Brief:
The answer must be every line of the data that holds the word "WITOLDA".

(Saved entries)
◆ ◆ ◆

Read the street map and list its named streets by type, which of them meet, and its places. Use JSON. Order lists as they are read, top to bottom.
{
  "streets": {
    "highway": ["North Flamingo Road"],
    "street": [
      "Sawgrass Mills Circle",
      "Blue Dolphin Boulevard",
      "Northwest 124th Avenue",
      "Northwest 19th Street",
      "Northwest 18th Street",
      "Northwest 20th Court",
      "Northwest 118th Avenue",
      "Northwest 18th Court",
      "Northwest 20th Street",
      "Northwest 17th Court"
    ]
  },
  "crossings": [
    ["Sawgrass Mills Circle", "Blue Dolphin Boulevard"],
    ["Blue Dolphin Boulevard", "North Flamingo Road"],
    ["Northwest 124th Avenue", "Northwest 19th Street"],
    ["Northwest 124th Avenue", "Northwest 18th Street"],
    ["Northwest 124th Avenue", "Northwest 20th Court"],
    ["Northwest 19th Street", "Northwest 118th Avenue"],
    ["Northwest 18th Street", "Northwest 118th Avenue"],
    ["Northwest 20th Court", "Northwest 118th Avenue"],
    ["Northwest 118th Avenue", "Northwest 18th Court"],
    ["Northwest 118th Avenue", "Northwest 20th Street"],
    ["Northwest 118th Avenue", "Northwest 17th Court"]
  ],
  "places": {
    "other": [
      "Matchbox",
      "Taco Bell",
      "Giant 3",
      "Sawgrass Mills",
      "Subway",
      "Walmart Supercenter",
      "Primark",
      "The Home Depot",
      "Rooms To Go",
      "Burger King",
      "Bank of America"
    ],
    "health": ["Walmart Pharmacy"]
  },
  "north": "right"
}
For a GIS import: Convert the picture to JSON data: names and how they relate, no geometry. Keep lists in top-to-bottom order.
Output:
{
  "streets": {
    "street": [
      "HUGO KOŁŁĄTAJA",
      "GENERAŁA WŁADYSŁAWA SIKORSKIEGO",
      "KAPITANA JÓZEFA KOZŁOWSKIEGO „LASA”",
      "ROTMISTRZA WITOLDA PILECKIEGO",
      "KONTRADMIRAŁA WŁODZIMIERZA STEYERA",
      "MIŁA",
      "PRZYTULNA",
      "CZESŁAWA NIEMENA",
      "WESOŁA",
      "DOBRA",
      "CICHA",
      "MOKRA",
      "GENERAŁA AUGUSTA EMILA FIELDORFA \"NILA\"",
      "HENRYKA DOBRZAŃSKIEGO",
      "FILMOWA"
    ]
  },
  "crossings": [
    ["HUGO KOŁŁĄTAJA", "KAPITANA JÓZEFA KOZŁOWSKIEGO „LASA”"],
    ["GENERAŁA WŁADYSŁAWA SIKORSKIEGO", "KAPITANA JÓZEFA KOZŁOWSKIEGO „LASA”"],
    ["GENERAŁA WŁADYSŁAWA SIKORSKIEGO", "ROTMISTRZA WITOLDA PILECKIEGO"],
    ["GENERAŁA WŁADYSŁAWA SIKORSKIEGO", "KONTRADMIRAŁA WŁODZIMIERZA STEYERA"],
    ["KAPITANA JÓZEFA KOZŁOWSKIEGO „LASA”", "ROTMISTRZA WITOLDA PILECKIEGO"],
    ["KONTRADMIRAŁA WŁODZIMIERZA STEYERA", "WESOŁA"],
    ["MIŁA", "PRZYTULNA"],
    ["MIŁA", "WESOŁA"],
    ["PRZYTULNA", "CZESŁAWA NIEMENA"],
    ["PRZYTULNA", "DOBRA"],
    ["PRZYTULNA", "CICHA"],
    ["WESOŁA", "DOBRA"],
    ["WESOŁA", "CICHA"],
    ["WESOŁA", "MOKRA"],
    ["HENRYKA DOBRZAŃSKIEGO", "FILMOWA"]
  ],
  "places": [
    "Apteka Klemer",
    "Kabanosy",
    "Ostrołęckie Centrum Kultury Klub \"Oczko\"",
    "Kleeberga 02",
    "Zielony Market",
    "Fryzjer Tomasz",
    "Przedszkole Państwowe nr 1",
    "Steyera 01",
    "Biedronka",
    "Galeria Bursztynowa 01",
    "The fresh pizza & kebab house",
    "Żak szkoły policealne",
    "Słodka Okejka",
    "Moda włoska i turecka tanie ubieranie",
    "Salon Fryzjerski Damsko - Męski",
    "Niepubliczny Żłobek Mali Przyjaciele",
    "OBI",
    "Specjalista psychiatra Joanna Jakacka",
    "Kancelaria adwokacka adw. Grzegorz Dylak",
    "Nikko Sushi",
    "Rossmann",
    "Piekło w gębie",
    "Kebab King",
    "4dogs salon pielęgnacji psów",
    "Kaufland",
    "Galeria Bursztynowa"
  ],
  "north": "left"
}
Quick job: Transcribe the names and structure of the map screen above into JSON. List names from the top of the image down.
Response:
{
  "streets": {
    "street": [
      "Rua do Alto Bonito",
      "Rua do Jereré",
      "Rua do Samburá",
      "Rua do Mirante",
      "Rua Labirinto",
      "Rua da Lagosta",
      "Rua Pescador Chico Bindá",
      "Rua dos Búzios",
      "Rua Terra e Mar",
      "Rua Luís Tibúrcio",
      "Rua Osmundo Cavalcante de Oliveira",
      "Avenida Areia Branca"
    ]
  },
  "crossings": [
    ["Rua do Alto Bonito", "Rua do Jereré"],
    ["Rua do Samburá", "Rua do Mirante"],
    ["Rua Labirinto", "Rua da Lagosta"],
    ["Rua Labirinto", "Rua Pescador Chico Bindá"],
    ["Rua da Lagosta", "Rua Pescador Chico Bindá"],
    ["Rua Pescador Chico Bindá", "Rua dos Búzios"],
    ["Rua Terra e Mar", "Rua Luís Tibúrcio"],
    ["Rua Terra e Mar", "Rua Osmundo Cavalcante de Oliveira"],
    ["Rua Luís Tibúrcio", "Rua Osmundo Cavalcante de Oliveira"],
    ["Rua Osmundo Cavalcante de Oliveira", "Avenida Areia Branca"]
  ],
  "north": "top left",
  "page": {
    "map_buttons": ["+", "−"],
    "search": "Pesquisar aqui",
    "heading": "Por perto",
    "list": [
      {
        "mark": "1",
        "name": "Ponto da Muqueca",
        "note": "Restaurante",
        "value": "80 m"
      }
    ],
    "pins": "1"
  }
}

◆ ◆ ◆

Response area:
      "ROTMISTRZA WITOLDA PILECKIEGO",
    ["GENERAŁA WŁADYSŁAWA SIKORSKIEGO", "ROTMISTRZA WITOLDA PILECKIEGO"],
    ["KAPITANA JÓZEFA KOZŁOWSKIEGO „LASA”", "ROTMISTRZA WITOLDA PILECKIEGO"],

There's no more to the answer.